No one doubts that he is one of the greatest QBs to ever lead a team. He stuck with a team for 17 years, which is certainly rare in football anymore. After last season, he decided to retire. In March he said you had second thoughts, and now he wants to come back. But he doesn't want to just come back, he wants to be the starter. However, the team moved forward with a new gameplan following Brett's retirement and Aaron Rodgers took the helm. Now here comes Favre, telling the Packers organization to throw Rodgers back on the bench. They refuse and he asks to be released from his contract or traded so that he can play as a starter elsewhere. Messes like this are no good for team morale, especially a team with such drastic offseason changes to begin with. I can understand Favre wanting to be released, and personally I think the Packer's excuse of "we're just trying to protect his legacy" is a load of bull. It's obvious that it's in their best interest to keep Favre if he's reinstated because then they have a solid seasoned veteran behind Rodgers. It's Favre's decision what his legacy will be. While the Packers front office has said that they will definitely not release Favre from his contract, the possibility of a trade has been left open. Where to then? The Bears and Vikings could certainly use a solid QB, but what a slap in the face to the fans who supported him for so long.

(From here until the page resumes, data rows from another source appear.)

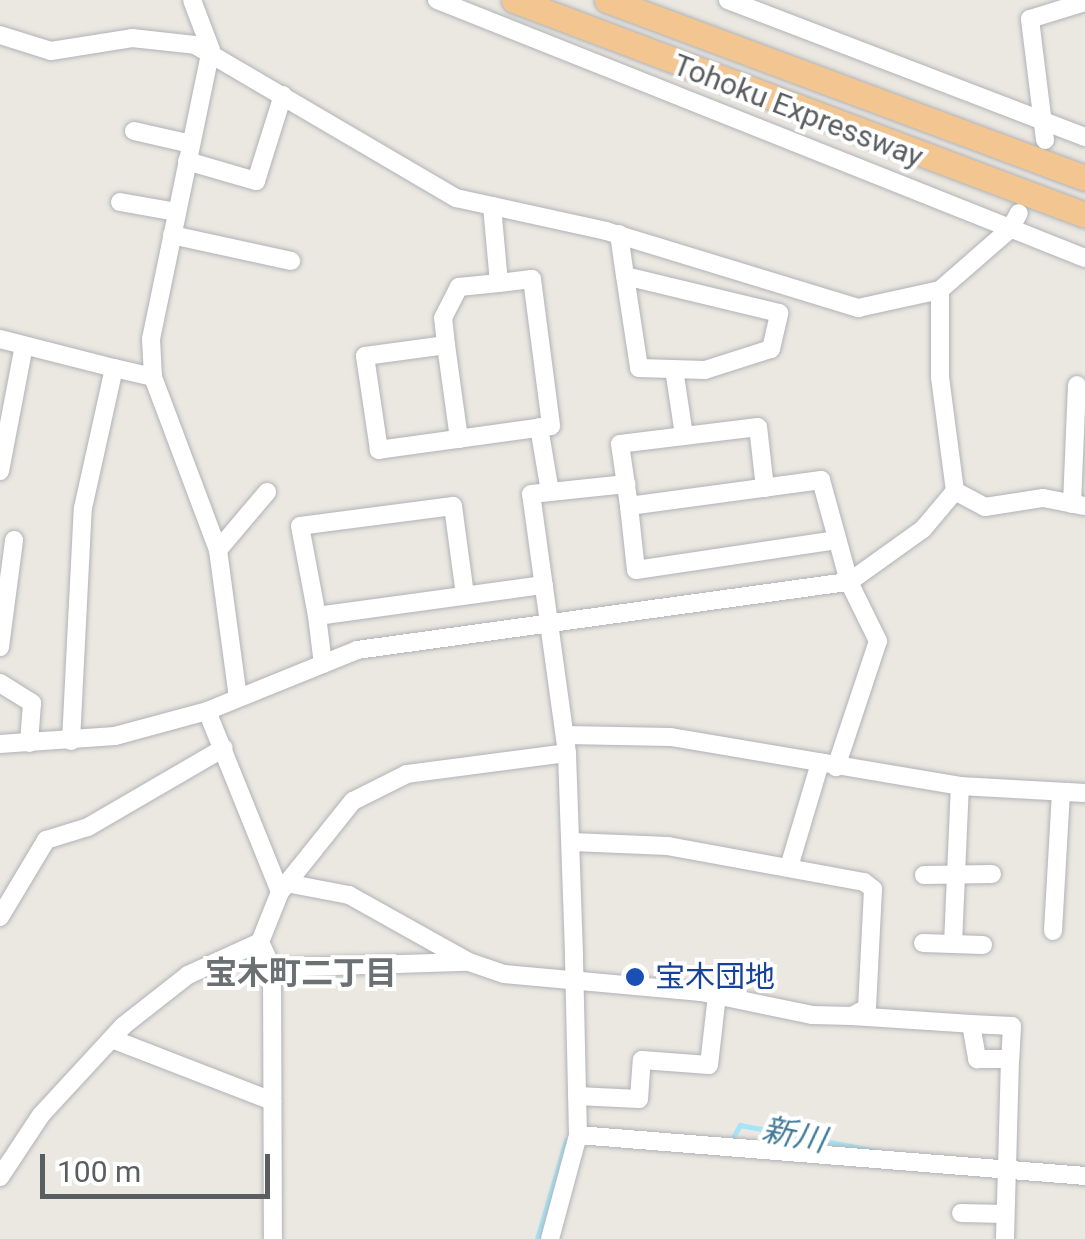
<!DOCTYPE html>
<meta charset="utf-8">
<style>
body{margin:0}
#map{position:relative;width:1085px;height:1239px;overflow:hidden;background:#ebe7e1;font-family:Roboto,"Noto Sans JP",sans-serif}
div>[style]{position:absolute}
[style*='--x']{left:calc(var(--x)*1px);top:calc(var(--y)*1px);width:calc(var(--w)*1px);rotate:calc(var(--a)*1deg)}
.stream>*{height:5px;margin:-2.5px;padding:0 2.5px;transform-origin:2.5px;border-radius:2.5px;background:#a6e4f7}
.roads{filter:drop-shadow(0 0 2px #afb3b6) drop-shadow(0 0 2px #afb3b6)}
.minor>*{height:18px;margin:-9px;padding:0 9px;transform-origin:9px;border-radius:9px;background:#fff}
.highway>*{height:25px;margin:-12.5px;padding:0 12.5px;transform-origin:12.5px;border-radius:12.5px;background:#f3c691}
.dots>*{width:28px;height:28px;translate:-50% -50%;box-sizing:border-box;border:5px solid #fff;border-radius:50%}
span{translate:-50% -50%;white-space:nowrap;text-align:center;line-height:1.15;-webkit-text-stroke:8px #fff;paint-order:stroke}
.street-label{font-size:30px;color:#5a5e61}
.transit-label{font-size:30px;color:#164399}
.left{translate:0 -50%;text-align:left}
.neighbourhood-label{font-size:32px;color:#6b7073;font-weight:700}
.water-label{font-size:32px;color:#407b96;font-style:italic}
.scale{position:absolute;left:40px;top:1154px;width:230px;height:45px;box-sizing:border-box;border:5px solid #5a5e61;border-top:0;padding-left:12px;font-size:30px;line-height:35px;white-space:nowrap;color:#5a5e61;-webkit-text-stroke:8px #fff;paint-order:stroke}
</style>
<div id="map">
<div class="stream">
<i style="--x:729;--y:1144;--w:22;--a:-60"></i>
<i style="--x:740;--y:1125;--w:146;--a:10.7"></i>
<i style="--x:537;--y:1239;--w:103;--a:-73.7"></i>
<i style="--x:566;--y:1140;--w:7;--a:0"></i>
</div>
<div class="roads">
<div class="minor">
<i style="--x:437;--y:0;--w:697;--a:21.71"></i>
<i style="--x:728;--y:0;--w:382;--a:21"></i>
<i style="--x:0;--y:35;--w:53;--a:17.4"></i>
<i style="--x:51;--y:51;--w:82;--a:-9.1"></i>
<i style="--x:132;--y:38;--w:63;--a:6.3"></i>
<i style="--x:195;--y:45;--w:303;--a:30.4"></i>
<i style="--x:456;--y:198;--w:154;--a:12.4"></i>
<i style="--x:606;--y:231;--w:264;--a:17"></i>
<i style="--x:858;--y:308;--w:84;--a:-12.4"></i>
<i style="--x:134;--y:131;--w:58;--a:12.8"></i>
<i style="--x:1045;--y:140;--w:122;--a:-97.1"></i>
<i style="--x:1030;--y:19;--w:58;--a:-17.2"></i>
<i style="--x:187;--y:161;--w:72;--a:16.2"></i>
<i style="--x:256;--y:181;--w:90;--a:-72.6"></i>
<i style="--x:120;--y:202;--w:58;--a:10"></i>
<i style="--x:492;--y:206;--w:77;--a:84.8"></i>
<i style="--x:499;--y:283;--w:33;--a:-7"></i>
<i style="--x:532;--y:279;--w:148;--a:82.6"></i>
<i style="--x:551;--y:426;--w:174;--a:172.1"></i>
<i style="--x:379;--y:450;--w:95;--a:-98.5"></i>
<i style="--x:365;--y:356;--w:82;--a:-7.7"></i>
<i style="--x:446;--y:345;--w:27;--a:-96"></i>
<i style="--x:443;--y:318;--w:35;--a:-63"></i>
<i style="--x:459;--y:287;--w:40;--a:-5.7"></i>
<i style="--x:619;--y:234;--w:42;--a:81.9"></i>
<i style="--x:625;--y:276;--w:93;--a:81.3"></i>
<i style="--x:639;--y:368;--w:66;--a:1.7"></i>
<i style="--x:705;--y:370;--w:69;--a:-17.7"></i>
<i style="--x:771;--y:349;--w:37;--a:-77"></i>
<i style="--x:779;--y:313;--w:158;--a:-166.5"></i>
<i style="--x:172;--y:235;--w:122;--a:12.3"></i>
<i style="--x:0;--y:339;--w:118;--a:14.3"></i>
<i style="--x:446;--y:345;--w:95;--a:82.1"></i>
<i style="--x:674;--y:369;--w:67;--a:81.4"></i>
<i style="--x:153;--y:377;--w:185;--a:69.4"></i>
<i style="--x:218;--y:550;--w:149;--a:82.3"></i>
<i style="--x:539;--y:427;--w:66;--a:80.4"></i>
<i style="--x:0;--y:471;--w:128;--a:-79.2"></i>
<i style="--x:765;--y:488;--w:61;--a:-96.5"></i>
<i style="--x:758;--y:427;--w:139;--a:173"></i>
<i style="--x:620;--y:444;--w:63;--a:81.7"></i>
<i style="--x:629;--y:506;--w:194;--a:-7.7"></i>
<i style="--x:821;--y:480;--w:106;--a:74.6"></i>
<i style="--x:849;--y:582;--w:66;--a:63.8"></i>
<i style="--x:878;--y:641;--w:133;--a:108.4"></i>
<i style="--x:955;--y:491;--w:115;--a:-97.5"></i>
<i style="--x:940;--y:377;--w:87;--a:-90"></i>
<i style="--x:940;--y:290;--w:93;--a:-41.1"></i>
<i style="--x:1010;--y:229;--w:18;--a:-61"></i>
<i style="--x:1072;--y:504;--w:119;--a:-87.6"></i>
<i style="--x:629;--y:506;--w:64;--a:83.8"></i>
<i style="--x:636;--y:570;--w:203;--a:-8.5"></i>
<i style="--x:218;--y:550;--w:76;--a:-49.8"></i>
<i style="--x:465;--y:595;--w:90;--a:-97.7"></i>
<i style="--x:453;--y:506;--w:154;--a:172.6"></i>
<i style="--x:300;--y:526;--w:92;--a:79.3"></i>
<i style="--x:317;--y:616;--w:229;--a:-7.8"></i>
<i style="--x:317;--y:616;--w:48;--a:82.9"></i>
<i style="--x:0;--y:647;--w:108;--a:-82.5"></i>
<i style="--x:0;--y:683;--w:38;--a:32"></i>
<i style="--x:32;--y:703;--w:40;--a:94.3"></i>
<i style="--x:207;--y:711;--w:195;--a:68"></i>
<i style="--x:565;--y:735;--w:106;--a:1.1"></i>
<i style="--x:671;--y:737;--w:293;--a:9.6"></i>
<i style="--x:960;--y:786;--w:125;--a:3.2"></i>
<i style="--x:71;--y:741;--w:233;--a:-87.1"></i>
<i style="--x:83;--y:508;--w:143;--a:-77.5"></i>
<i style="--x:114;--y:368;--w:40;--a:13"></i>
<i style="--x:153;--y:377;--w:38;--a:-93"></i>
<i style="--x:151;--y:339;--w:295;--a:-78.3"></i>
<i style="--x:211;--y:50;--w:53;--a:-110.8"></i>
<i style="--x:0;--y:744;--w:115;--a:-4"></i>
<i style="--x:115;--y:736;--w:95;--a:-15.2"></i>
<i style="--x:207;--y:711;--w:162;--a:-22.1"></i>
<i style="--x:357;--y:650;--w:497;--a:-7.9"></i>
<i style="--x:849;--y:582;--w:91;--a:-35.6"></i>
<i style="--x:923;--y:529;--w:50;--a:-49.9"></i>
<i style="--x:955;--y:491;--w:34;--a:28"></i>
<i style="--x:985;--y:507;--w:59;--a:-8.8"></i>
<i style="--x:1043;--y:498;--w:43;--a:10.8"></i>
<i style="--x:789;--y:867;--w:109;--a:-73.4"></i>
<i style="--x:924;--y:875;--w:68;--a:-0.8"></i>
<i style="--x:286;--y:883;--w:64;--a:10.8"></i>
<i style="--x:349;--y:895;--w:137;--a:29.2"></i>
<i style="--x:469;--y:962;--w:37;--a:19"></i>
<i style="--x:504;--y:974;--w:198;--a:5.2"></i>
<i style="--x:701;--y:992;--w:113;--a:11.7"></i>
<i style="--x:812;--y:1015;--w:40;--a:1.4"></i>
<i style="--x:852;--y:1016;--w:17;--a:-28"></i>
<i style="--x:867;--y:1008;--w:119;--a:-87.1"></i>
<i style="--x:873;--y:889;--w:11;--a:-142"></i>
<i style="--x:864;--y:882;--w:199;--a:-169.6"></i>
<i style="--x:668;--y:846;--w:96;--a:-177.6"></i>
<i style="--x:0;--y:917;--w:90;--a:-59.1"></i>
<i style="--x:46;--y:840;--w:44;--a:-17.2"></i>
<i style="--x:88;--y:827;--w:157;--a:-30.2"></i>
<i style="--x:1053;--y:931;--w:139;--a:-86.7"></i>
<i style="--x:260;--y:942;--w:29;--a:65"></i>
<i style="--x:272;--y:968;--w:195;--a:-1.8"></i>
<i style="--x:923;--y:943;--w:60;--a:1.9"></i>
<i style="--x:953;--y:944;--w:158;--a:-87.5"></i>
<i style="--x:272;--y:968;--w:271;--a:89.8"></i>
<i style="--x:852;--y:1016;--w:119;--a:3.8"></i>
<i style="--x:971;--y:1024;--w:36;--a:80"></i>
<i style="--x:977;--y:1059;--w:33;--a:0"></i>
<i style="--x:1010;--y:1059;--w:180;--a:91.6"></i>
<i style="--x:971;--y:1024;--w:41;--a:2.8"></i>
<i style="--x:1012;--y:1026;--w:33;--a:93"></i>
<i style="--x:112;--y:1039;--w:172;--a:21.2"></i>
<i style="--x:577;--y:1096;--w:62;--a:2.8"></i>
<i style="--x:639;--y:1099;--w:39;--a:-86"></i>
<i style="--x:642;--y:1060;--w:67;--a:4.3"></i>
<i style="--x:709;--y:1065;--w:70;--a:-83.5"></i>
<i style="--x:578;--y:1135;--w:509;--a:4.62"></i>
<i style="--x:0;--y:1177;--w:74;--a:-56.5"></i>
<i style="--x:41;--y:1115;--w:121;--a:-47.3"></i>
<i style="--x:123;--y:1026;--w:83;--a:-38.1"></i>
<i style="--x:188;--y:975;--w:79;--a:-24.6"></i>
<i style="--x:260;--y:942;--w:54;--a:-68.2"></i>
<i style="--x:280;--y:892;--w:117;--a:-51.3"></i>
<i style="--x:353;--y:801;--w:60;--a:-26.6"></i>
<i style="--x:407;--y:774;--w:161;--a:-7.5"></i>
<i style="--x:961;--y:1213;--w:44;--a:1.3"></i>
<i style="--x:550;--y:1239;--w:108;--a:-74.9"></i>
<i style="--x:578;--y:1135;--w:181;--a:-91.3"></i>
<i style="--x:574;--y:954;--w:201;--a:-92"></i>
<i style="--x:567;--y:753;--w:261;--a:-97.9"></i>
<i style="--x:531;--y:494;--w:96;--a:-6"></i>
</div>
<div class="highway">
<i style="--x:514;--y:0;--w:610;--a:20.63"></i>
<i style="--x:607;--y:0;--w:510;--a:20.42"></i>
</div>
</div>
<div class="dots">
<i style="left:635px;top:977px;background:#1a4fb4"></i>
</div>
<div class="street-label">
<span style="left:798px;top:111px;rotate:21deg">Tohoku Expressway</span>
</div>
<div class="transit-label">
<span class="left" style="left:655px;top:977px">宝木団地</span>
</div>
<div class="neighbourhood-label">
<span style="left:301px;top:973px">宝木町二丁目</span>
</div>
<div class="water-label">
<span style="left:794px;top:1135px;rotate:11deg">新川</span>
</div>
<div class="scale">100 m</div>
</div>
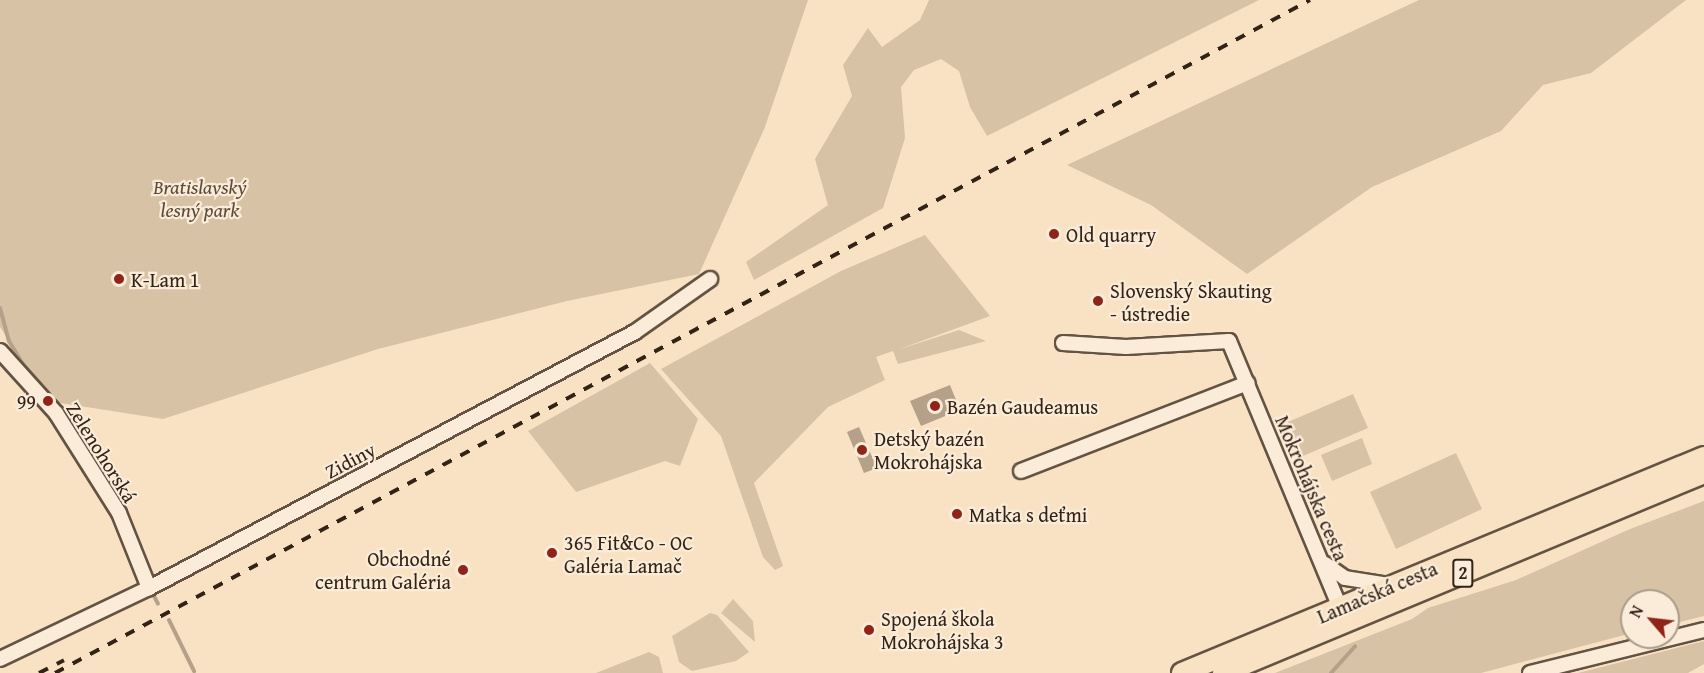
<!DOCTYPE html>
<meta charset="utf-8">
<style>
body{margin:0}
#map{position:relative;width:1704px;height:673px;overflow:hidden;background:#f8e2c3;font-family:"Gentium Book Plus",serif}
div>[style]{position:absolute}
.green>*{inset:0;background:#d7c2a6}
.water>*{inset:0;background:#b5a189}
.stream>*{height:4px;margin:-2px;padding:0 2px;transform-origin:2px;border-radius:2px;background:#b5a189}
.roads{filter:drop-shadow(2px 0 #645342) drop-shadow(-2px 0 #645342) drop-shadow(0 2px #645342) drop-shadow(0 -2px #645342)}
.street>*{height:14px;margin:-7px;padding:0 7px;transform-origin:7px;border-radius:7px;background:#faecd8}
.primary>*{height:20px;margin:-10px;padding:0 10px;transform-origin:10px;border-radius:10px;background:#f8e2c3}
.rail>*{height:4px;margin-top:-2px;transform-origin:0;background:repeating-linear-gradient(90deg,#332317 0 10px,transparent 0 20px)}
.dots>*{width:16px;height:16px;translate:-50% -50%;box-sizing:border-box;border:3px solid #faecd8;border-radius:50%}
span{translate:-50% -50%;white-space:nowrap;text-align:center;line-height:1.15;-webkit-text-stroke:4.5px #faecd8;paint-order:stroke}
.shield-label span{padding:2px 4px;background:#faecd8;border:2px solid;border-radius:4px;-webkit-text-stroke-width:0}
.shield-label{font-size:18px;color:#332317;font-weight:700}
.park-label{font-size:20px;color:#5c4b3b;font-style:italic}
.poi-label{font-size:20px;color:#332317}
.left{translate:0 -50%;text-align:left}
.right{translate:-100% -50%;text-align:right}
.street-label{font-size:20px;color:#332317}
.north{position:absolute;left:1620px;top:589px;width:60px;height:60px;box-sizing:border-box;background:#faecd8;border:2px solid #aa9c8b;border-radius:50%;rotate:298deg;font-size:16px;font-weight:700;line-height:24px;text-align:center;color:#332317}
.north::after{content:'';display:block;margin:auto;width:21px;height:27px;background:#8f2418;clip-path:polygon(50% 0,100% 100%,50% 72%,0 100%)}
</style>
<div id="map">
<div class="green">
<i style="clip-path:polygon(0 0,808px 0,765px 127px,699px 274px,567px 301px,378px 349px,163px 419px,48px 401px,0 327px)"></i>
<i style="clip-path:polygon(929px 0,1259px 0,987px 136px,970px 107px,959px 71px,941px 59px,914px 70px,901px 87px,905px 138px,883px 208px,754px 280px,746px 262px,828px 205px,815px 159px,852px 96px,843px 65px,868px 28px,882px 47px,920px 20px)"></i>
<i style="clip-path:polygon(1419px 0,1686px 0,1591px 73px,1543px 85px,1501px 131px,1372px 187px,1247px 274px,1151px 205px,1067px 165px)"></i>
<i style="clip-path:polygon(925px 235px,990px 316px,897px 350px,959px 330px,986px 341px,898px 364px,893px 351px,876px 357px,885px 380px,828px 407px,754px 483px,783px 566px,775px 570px,763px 557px,721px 436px,661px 369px,841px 271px)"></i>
<i style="clip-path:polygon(650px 363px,698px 419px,680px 466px,665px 461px,576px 492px,528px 431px)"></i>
<i style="clip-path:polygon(1353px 394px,1368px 428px,1303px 456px,1288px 422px)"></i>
<i style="clip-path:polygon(1362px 438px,1372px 464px,1332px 481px,1321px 455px)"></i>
<i style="clip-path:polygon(1456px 453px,1482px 509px,1396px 549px,1370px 492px)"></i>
<i style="clip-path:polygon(1704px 501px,1704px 616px,1668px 625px,1668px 601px,1632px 601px,1632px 633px,1481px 673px,1275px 673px,1412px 619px,1428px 608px,1516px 580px,1630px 529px)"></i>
<i style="clip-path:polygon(733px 599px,753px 621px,755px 642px,721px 613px)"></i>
<i style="clip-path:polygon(710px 613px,717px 615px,749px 652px,736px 661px,692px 671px,679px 662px,672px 636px)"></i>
<i style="clip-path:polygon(1704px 641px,1704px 664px,1688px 673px,1578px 673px)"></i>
<i style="clip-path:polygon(649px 652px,659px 657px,663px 673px,596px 673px)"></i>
</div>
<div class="water">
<i style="clip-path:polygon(950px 385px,960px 410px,921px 426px,910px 401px)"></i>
<i style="clip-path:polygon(859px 427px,877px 468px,864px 473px,847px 432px)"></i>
</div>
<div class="stream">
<i style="left:0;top:308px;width:34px;rotate:75deg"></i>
<i style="left:9px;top:341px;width:27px;rotate:59deg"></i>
<i style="left:23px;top:364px;width:50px;rotate:49deg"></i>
<i style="left:152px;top:592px;width:13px;rotate:63deg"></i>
<i style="left:169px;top:620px;width:57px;rotate:63.9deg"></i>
<i style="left:1331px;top:673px;width:36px;rotate:-48deg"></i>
</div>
<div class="roads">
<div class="street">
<i style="left:1063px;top:343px;width:63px;rotate:3.6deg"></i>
<i style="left:1126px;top:347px;width:103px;rotate:-3.3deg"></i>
<i style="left:1229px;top:341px;width:289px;rotate:67.4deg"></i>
<i style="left:0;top:351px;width:84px;rotate:47.9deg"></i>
<i style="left:56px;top:413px;width:118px;rotate:57.8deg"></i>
<i style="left:119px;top:513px;width:81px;rotate:68.2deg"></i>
<i style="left:1021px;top:471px;width:243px;rotate:-21.2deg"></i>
<i style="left:1325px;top:564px;width:24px;rotate:35deg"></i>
<i style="left:1345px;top:578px;width:45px;rotate:9deg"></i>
<i style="left:0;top:659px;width:165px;rotate:-25.5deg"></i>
<i style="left:149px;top:588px;width:549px;rotate:-27.78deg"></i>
<i style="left:635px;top:332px;width:92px;rotate:-35.2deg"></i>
<i style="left:1530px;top:673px;width:179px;rotate:-13.9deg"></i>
</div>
<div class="primary">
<i style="left:1182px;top:673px;width:565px;rotate:-22.48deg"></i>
<i style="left:1223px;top:673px;width:521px;rotate:-22.58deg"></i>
</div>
</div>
<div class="rail">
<i style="left:39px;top:673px;width:28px;rotate:-27deg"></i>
<i style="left:55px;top:673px;width:1424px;rotate:-28.2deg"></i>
</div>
<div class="dots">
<i style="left:1054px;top:234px;background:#8f2418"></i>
<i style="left:119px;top:279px;background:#8f2418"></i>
<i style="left:1098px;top:301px;background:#8f2418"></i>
<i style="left:48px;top:401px;background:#8f2418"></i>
<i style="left:935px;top:406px;background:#8f2418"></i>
<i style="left:862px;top:450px;background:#8f2418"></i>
<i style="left:957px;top:514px;background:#8f2418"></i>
<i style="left:552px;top:553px;background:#8f2418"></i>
<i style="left:463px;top:570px;background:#8f2418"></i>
<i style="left:869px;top:630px;background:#8f2418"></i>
</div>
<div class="shield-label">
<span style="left:1463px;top:573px">2</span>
</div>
<div class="park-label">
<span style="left:200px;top:198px">Bratislavský<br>lesný park</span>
</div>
<div class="poi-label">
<span class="left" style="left:1066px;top:234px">Old quarry</span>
<span class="left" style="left:131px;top:279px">K-Lam 1</span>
<span class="left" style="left:1110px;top:302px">Slovenský Skauting<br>- ústredie</span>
<span class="right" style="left:36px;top:401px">99</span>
<span class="left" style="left:947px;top:406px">Bazén Gaudeamus</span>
<span class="left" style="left:874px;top:450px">Detský bazén<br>Mokrohájska</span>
<span class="left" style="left:969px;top:514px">Matka s deťmi</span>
<span class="left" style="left:564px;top:554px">365 Fit&amp;Co - OC<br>Galéria Lamač</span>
<span class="right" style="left:451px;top:570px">Obchodné<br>centrum Galéria</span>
<span class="left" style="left:881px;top:630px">Spojená škola<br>Mokrohájska 3</span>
</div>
<div class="street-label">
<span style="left:102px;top:452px;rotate:58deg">Zelenohorská</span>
<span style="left:350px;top:460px;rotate:-28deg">Zidiny</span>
<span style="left:1312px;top:488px;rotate:67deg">Mokrohájska cesta</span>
<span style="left:1377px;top:592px;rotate:-23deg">Lamačská cesta</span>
</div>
<div class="north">N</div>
</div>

Today, Favre said it would be tempting to show up at Green Bay's training camp and "call their bluff" just to see what would happen. To me, that seems rather juvenile for a 38 year old man. I understand Favre's side of it and I understand the Packers organization (with the exception of the "legacy" remark). Where it goes from here depends on who is willing to budge first.
All I can say is, "Nooooooooooooooooooooooooooo!" For the past three years, Manning has been my go-to guy in fantasy football drafts. You bet your bottom dollar that if he's on the board, I'll snag him the first chance I get. Why? Consistency. I could rely on Peyton to get me those few extra passing yard/passing touchdown points during weeks when my other players were lagging. But now, I face a conundrum. My iron man had surgery on Monday to remove an infected bursa sac in his left knee. The verdict? He's out 4-6 weeks, sure to miss the rest of training camp and possibly the pre-season. The hovering question in my mind is "Will he be sharp and ready for the regular season?" Here's the problem as I see it. Missing camp, scrimmages, and preseason games utterly executes the chances of developing new plays and rhythm with receivers and running backs. Manning, the king of the audible, calls most of his plays at the line, which makes that rhythm even more important. As they say, "practice makes perfect" and without enough practice to make it subconscious, Manning and the Colts could be in some serious trouble.
Now my own offseason becomes a little more dramatic in terms of draft-planning. Do I take the risk that Manning could come back full-strength and draft him early? Or do I get a different QB and perhaps Manning in a later round as a back-up (should he still be available) and then evaluate performance as it happens? It's all up in the air at this point. We never draft until mid-preseason. I personally think a July draft is foolish because you never know who might tweak something during training camp. Having time to see how players are meshing and producing during training camp affords me time to evaluate my own thoughts and biases. I'd love to post who I'm already keeping an eye on, but that would give my opponents insight that I don't think they need. I've got a new method in mind this year, and will report throughout the season on whether or not it is succeeding.
My last item of drama comes from the "Really? They're spending money on that?" department. The NFL has hired experts to study game footage to determine if players are flashing gang signs at the crowd as part of their on-field celebrations. Problem number one: What is a gang sign in one city is simply a sign for "ok" in another. Problem number two: players throw up hand signs that have meaning to them in several ways (i.e. college fraternaties, sign for their kids to see on TV) How on earth do you differentiate who is throwing up a gang sign and who simply used a hand sign to say hi to their kid? If the signs have different meaning in different places, it pretty much becomes a guessing game. Really, NFL? I'd be more focused on the ridiculous number of players who have committed serious crimes during the offseason and studying why this behavior is becoming more prevalent. It tarnishes your organization when someone representing it goes out and buys a bunch of drugs and then decides to use them while driving a car. I'm certainly not saying that the NFL is responsible for that behavior, but I think it would be of benefit to them to enforce a stricter code of conduct.
Of course there's the usual slew of players refusing to report to camp until contract disputes are resolved, but in my opinion that's less drama and more greed.
With the Olympics and pre-season football coming up next month, I'm sure there will be a lot more stories to report on, and this of course means more pictures of Michael Phelps. But just in case you can't wait that long, here's one for good measure:
Fun Fact: It takes 8,000-10,000 calories a day to fuel this man. Amazing.